How am I supposed to interpret this? He's willing to shove his finger up my a$$ if I want him to but, he otherwise isn't interested? Well that makes me feel a whole helluva lot better. Not! Am I supposed to believe that he doesn't have any fantasies or couldn't answer the questions honestly? I know that right now I feel really vulnerable in that I did honestly answer the questions and trusted that he would as well. I feel like an idiot once agin and I just want to crawl under a rock and die. So much for sparing embarrassment.

On a positive note, there are some things that we are compatible on that are new to both of us so...maybe good times ahead. But still pretty vanilla.

FF to our phone call this evening. He didn't bring up the questionnaire after I told him we could talk about it at our nightly phone call.


----------



## Tango (Sep 30, 2012)

Wow...nothing at all?


----------



## EleGirl (Dec 3, 2011)

Well it's hard to know if he played it safe or if he really answered truthfully. 

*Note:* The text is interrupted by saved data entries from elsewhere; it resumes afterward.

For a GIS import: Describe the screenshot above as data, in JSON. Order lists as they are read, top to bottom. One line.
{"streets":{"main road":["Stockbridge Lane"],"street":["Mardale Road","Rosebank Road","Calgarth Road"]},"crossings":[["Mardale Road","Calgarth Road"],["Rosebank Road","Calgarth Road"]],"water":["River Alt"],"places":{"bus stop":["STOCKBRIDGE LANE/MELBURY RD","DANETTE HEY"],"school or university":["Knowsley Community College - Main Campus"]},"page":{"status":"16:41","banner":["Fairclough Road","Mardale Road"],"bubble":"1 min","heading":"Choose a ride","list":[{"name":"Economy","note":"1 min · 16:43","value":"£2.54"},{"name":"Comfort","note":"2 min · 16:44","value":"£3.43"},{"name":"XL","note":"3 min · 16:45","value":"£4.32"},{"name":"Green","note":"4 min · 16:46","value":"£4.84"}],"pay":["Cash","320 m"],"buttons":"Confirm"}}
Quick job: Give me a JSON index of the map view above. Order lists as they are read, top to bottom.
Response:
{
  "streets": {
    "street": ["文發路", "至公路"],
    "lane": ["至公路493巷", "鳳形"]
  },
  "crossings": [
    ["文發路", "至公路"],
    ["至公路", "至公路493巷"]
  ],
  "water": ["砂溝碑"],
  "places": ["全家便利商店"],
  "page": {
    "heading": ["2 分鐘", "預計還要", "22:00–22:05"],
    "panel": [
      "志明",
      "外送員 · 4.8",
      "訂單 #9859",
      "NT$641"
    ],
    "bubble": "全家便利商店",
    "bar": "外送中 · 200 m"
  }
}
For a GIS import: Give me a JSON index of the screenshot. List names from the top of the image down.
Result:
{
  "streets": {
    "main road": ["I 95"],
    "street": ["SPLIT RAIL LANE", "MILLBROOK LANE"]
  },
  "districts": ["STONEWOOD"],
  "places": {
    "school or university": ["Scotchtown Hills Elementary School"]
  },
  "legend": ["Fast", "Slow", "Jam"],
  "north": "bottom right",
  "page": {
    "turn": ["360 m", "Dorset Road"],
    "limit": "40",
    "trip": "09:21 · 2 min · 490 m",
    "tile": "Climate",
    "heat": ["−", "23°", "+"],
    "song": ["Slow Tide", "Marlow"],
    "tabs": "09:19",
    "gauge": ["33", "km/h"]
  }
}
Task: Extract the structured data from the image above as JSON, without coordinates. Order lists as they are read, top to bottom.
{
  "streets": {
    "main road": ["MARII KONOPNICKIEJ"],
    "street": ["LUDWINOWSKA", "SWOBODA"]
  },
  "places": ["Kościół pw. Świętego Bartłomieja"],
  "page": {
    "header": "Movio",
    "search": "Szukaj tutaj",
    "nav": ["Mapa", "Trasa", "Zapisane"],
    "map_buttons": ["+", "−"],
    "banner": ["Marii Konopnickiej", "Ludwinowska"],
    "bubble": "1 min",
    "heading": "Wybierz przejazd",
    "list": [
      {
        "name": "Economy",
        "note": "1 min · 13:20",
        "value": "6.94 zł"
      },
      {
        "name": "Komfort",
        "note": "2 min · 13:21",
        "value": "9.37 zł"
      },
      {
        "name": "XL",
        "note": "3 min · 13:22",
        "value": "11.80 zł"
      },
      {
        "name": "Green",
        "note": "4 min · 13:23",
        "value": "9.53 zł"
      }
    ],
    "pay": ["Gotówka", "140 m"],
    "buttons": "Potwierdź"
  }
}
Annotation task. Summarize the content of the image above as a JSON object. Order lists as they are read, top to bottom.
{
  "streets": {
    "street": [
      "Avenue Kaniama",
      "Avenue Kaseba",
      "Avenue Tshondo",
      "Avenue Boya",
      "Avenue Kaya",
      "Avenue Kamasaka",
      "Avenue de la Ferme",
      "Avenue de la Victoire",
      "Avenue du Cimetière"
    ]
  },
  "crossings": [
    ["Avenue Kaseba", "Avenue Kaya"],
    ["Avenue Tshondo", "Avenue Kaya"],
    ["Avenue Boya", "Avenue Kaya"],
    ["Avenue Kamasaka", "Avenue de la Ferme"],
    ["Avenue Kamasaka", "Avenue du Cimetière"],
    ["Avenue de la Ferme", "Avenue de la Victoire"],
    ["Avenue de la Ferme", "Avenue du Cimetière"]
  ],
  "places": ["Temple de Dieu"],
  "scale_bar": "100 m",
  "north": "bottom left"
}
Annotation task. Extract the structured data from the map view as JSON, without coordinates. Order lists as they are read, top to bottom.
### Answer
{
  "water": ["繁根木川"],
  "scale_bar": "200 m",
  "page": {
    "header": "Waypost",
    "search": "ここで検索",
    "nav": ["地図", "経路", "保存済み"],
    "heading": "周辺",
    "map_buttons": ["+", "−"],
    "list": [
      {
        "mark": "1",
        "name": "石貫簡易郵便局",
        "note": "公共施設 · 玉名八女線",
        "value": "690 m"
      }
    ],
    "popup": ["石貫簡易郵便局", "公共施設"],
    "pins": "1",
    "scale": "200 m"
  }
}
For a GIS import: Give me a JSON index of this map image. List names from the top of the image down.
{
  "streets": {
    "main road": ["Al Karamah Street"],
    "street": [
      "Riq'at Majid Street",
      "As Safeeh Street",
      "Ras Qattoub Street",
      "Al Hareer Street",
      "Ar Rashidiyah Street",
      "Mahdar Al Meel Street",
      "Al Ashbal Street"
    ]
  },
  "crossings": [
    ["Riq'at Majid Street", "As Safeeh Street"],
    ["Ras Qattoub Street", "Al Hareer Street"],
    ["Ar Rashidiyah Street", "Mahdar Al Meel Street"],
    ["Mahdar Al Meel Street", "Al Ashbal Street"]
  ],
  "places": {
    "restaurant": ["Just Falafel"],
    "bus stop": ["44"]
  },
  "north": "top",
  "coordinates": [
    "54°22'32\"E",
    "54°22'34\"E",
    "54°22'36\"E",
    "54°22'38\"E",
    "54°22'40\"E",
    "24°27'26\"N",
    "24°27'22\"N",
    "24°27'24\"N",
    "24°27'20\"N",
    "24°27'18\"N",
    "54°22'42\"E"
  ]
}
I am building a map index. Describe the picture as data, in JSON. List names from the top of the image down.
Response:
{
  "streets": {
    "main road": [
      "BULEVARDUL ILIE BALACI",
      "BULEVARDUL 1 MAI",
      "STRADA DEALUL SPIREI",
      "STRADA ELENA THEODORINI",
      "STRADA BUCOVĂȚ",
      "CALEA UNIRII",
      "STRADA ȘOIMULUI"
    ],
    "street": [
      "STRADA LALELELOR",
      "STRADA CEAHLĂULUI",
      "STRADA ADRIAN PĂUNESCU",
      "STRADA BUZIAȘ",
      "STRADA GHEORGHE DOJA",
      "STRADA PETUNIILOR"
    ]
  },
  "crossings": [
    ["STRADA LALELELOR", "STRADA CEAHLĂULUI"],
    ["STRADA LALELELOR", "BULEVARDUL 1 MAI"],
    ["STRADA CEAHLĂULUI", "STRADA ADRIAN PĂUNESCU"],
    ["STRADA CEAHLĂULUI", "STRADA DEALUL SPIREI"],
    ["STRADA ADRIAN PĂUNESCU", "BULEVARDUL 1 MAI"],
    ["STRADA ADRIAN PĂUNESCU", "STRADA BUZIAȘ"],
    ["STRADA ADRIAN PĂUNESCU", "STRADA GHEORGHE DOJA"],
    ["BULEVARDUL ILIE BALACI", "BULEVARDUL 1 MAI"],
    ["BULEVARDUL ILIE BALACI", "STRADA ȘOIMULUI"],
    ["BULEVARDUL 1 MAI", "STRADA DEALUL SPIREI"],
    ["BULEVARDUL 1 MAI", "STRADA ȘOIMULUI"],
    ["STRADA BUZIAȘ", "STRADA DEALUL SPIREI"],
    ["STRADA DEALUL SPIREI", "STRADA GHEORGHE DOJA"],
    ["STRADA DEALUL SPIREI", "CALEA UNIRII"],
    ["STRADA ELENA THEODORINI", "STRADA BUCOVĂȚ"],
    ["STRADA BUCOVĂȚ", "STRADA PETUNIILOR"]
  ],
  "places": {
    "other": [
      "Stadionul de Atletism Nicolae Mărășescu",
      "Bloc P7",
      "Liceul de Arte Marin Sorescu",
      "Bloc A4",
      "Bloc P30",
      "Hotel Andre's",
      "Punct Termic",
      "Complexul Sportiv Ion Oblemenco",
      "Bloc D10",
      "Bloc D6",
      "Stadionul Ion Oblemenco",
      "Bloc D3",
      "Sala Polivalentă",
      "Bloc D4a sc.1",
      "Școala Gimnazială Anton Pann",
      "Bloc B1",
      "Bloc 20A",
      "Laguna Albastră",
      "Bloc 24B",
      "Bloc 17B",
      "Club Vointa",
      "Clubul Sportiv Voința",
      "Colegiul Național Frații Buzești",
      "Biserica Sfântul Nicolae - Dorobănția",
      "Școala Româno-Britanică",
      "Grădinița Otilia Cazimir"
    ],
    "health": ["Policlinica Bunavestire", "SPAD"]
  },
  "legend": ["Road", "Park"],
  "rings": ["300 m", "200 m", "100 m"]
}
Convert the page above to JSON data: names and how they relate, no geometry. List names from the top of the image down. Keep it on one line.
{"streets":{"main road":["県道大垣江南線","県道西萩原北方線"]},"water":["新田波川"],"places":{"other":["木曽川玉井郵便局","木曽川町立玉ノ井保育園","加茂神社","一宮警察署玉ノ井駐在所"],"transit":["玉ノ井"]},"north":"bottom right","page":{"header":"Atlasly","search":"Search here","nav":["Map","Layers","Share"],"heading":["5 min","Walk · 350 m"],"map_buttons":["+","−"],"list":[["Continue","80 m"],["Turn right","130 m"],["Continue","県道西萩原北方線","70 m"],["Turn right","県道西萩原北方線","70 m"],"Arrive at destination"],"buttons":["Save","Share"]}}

He could have been concerned that being too wild would get you upset.

I'd say go with the things you did find that both of you are interested in. Then later down the road try the questionnaire again. Maybe he'll be more open knowing what your answers were this time.

Give it time.


----------



## Coldie (Jan 2, 2014)

As a guy that likes to be completely open and honest with my wife, I still find it very hard to say what I want sexually if it feels "offensive." The last thing I want to do is hurt my wife and forever tarnish her view of me. That's really what is comes down to. 

I'd suggest just writing down all the things you would love to try or at least talk about. It doesn't have to be a game of, "if you show me yours I will show you mine." You are mature and concerned, so be the one that comes out and says what you are interested in talking about. Do not sugar coat it or be passive aggressive, because it will just confuse him further.

The only thing I wouldn't suggest doing is saying you are interested in bringing other people in the bedroom. From what I read he already gave you enough material to know that could possibly offend him. You have that answer so move on to the things you would do between just YOU AND HIM.


----------